_What you are asked to do_
Every record here must be set down once more, precisely as it reads.

_Supplied records_
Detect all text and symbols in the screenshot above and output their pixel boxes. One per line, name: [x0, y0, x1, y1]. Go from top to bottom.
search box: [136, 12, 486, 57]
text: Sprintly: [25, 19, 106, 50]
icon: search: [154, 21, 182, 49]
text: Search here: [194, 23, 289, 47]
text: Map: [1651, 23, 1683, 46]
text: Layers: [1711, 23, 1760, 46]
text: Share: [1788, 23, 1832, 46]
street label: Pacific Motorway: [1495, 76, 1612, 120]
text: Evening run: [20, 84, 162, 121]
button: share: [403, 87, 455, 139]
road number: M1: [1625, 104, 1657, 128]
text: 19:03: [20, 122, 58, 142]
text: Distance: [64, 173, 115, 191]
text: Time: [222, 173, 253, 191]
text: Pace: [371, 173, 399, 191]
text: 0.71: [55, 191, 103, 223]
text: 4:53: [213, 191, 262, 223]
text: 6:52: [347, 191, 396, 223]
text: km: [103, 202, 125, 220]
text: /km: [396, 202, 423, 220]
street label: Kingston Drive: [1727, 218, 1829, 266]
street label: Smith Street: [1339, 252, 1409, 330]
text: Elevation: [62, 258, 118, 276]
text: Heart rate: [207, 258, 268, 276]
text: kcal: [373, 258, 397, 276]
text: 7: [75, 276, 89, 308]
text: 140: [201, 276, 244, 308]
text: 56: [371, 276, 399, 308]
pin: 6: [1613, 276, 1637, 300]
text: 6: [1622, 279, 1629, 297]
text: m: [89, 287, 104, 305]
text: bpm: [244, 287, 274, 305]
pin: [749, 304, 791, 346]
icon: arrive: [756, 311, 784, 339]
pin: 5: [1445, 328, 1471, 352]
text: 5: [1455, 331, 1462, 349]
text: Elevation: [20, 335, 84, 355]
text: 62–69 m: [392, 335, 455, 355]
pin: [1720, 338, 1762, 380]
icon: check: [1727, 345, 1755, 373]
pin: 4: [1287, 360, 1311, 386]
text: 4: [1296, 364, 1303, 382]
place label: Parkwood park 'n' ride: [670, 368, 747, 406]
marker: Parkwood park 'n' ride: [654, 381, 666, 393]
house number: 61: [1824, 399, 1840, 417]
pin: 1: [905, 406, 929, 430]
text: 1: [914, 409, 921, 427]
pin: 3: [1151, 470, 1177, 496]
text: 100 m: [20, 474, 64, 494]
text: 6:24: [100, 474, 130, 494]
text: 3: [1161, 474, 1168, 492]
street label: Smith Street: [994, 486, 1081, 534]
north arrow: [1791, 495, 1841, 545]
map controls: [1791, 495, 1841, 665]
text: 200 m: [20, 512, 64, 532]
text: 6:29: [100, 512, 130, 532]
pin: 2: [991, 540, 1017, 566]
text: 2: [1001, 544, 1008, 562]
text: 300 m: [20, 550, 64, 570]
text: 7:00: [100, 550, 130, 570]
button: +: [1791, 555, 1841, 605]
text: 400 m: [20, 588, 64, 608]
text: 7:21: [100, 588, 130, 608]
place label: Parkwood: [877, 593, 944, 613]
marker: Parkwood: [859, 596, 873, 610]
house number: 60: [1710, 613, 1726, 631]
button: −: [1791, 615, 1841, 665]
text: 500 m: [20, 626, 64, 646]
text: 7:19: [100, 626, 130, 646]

_Answer to the problem_
Detect all text and symbols in the screenshot above and output their pixel boxes. One per line, name: [x0, y0, x1, y1]. Go from top to bottom.
search box: [136, 12, 486, 57]
text: Sprintly: [25, 19, 106, 50]
icon: search: [154, 21, 182, 49]
text: Search here: [194, 23, 289, 47]
text: Map: [1651, 23, 1683, 46]
text: Layers: [1711, 23, 1760, 46]
text: Share: [1788, 23, 1832, 46]
street label: Pacific Motorway: [1495, 76, 1612, 120]
text: Evening run: [20, 84, 162, 121]
button: share: [403, 87, 455, 139]
road number: M1: [1625, 104, 1657, 128]
text: 19:03: [20, 122, 58, 142]
text: Distance: [64, 173, 115, 191]
text: Time: [222, 173, 253, 191]
text: Pace: [371, 173, 399, 191]
text: 0.71: [55, 191, 103, 223]
text: 4:53: [213, 191, 262, 223]
text: 6:52: [347, 191, 396, 223]
text: km: [103, 202, 125, 220]
text: /km: [396, 202, 423, 220]
street label: Kingston Drive: [1727, 218, 1829, 266]
street label: Smith Street: [1339, 252, 1409, 330]
text: Elevation: [62, 258, 118, 276]
text: Heart rate: [207, 258, 268, 276]
text: kcal: [373, 258, 397, 276]
text: 7: [75, 276, 89, 308]
text: 140: [201, 276, 244, 308]
text: 56: [371, 276, 399, 308]
pin: 6: [1613, 276, 1637, 300]
text: 6: [1622, 279, 1629, 297]
text: m: [89, 287, 104, 305]
text: bpm: [244, 287, 274, 305]
pin: [749, 304, 791, 346]
icon: arrive: [756, 311, 784, 339]
pin: 5: [1445, 328, 1471, 352]
text: 5: [1455, 331, 1462, 349]
text: Elevation: [20, 335, 84, 355]
text: 62–69 m: [392, 335, 455, 355]
pin: [1720, 338, 1762, 380]
icon: check: [1727, 345, 1755, 373]
pin: 4: [1287, 360, 1311, 386]
text: 4: [1296, 364, 1303, 382]
place label: Parkwood park 'n' ride: [670, 368, 747, 406]
marker: Parkwood park 'n' ride: [654, 381, 666, 393]
house number: 61: [1824, 399, 1840, 417]
pin: 1: [905, 406, 929, 430]
text: 1: [914, 409, 921, 427]
pin: 3: [1151, 470, 1177, 496]
text: 100 m: [20, 474, 64, 494]
text: 6:24: [100, 474, 130, 494]
text: 3: [1161, 474, 1168, 492]
street label: Smith Street: [994, 486, 1081, 534]
north arrow: [1791, 495, 1841, 545]
map controls: [1791, 495, 1841, 665]
text: 200 m: [20, 512, 64, 532]
text: 6:29: [100, 512, 130, 532]
pin: 2: [991, 540, 1017, 566]
text: 2: [1001, 544, 1008, 562]
text: 300 m: [20, 550, 64, 570]
text: 7:00: [100, 550, 130, 570]
button: +: [1791, 555, 1841, 605]
text: 400 m: [20, 588, 64, 608]
text: 7:21: [100, 588, 130, 608]
place label: Parkwood: [877, 593, 944, 613]
marker: Parkwood: [859, 596, 873, 610]
house number: 60: [1710, 613, 1726, 631]
button: −: [1791, 615, 1841, 665]
text: 500 m: [20, 626, 64, 646]
text: 7:19: [100, 626, 130, 646]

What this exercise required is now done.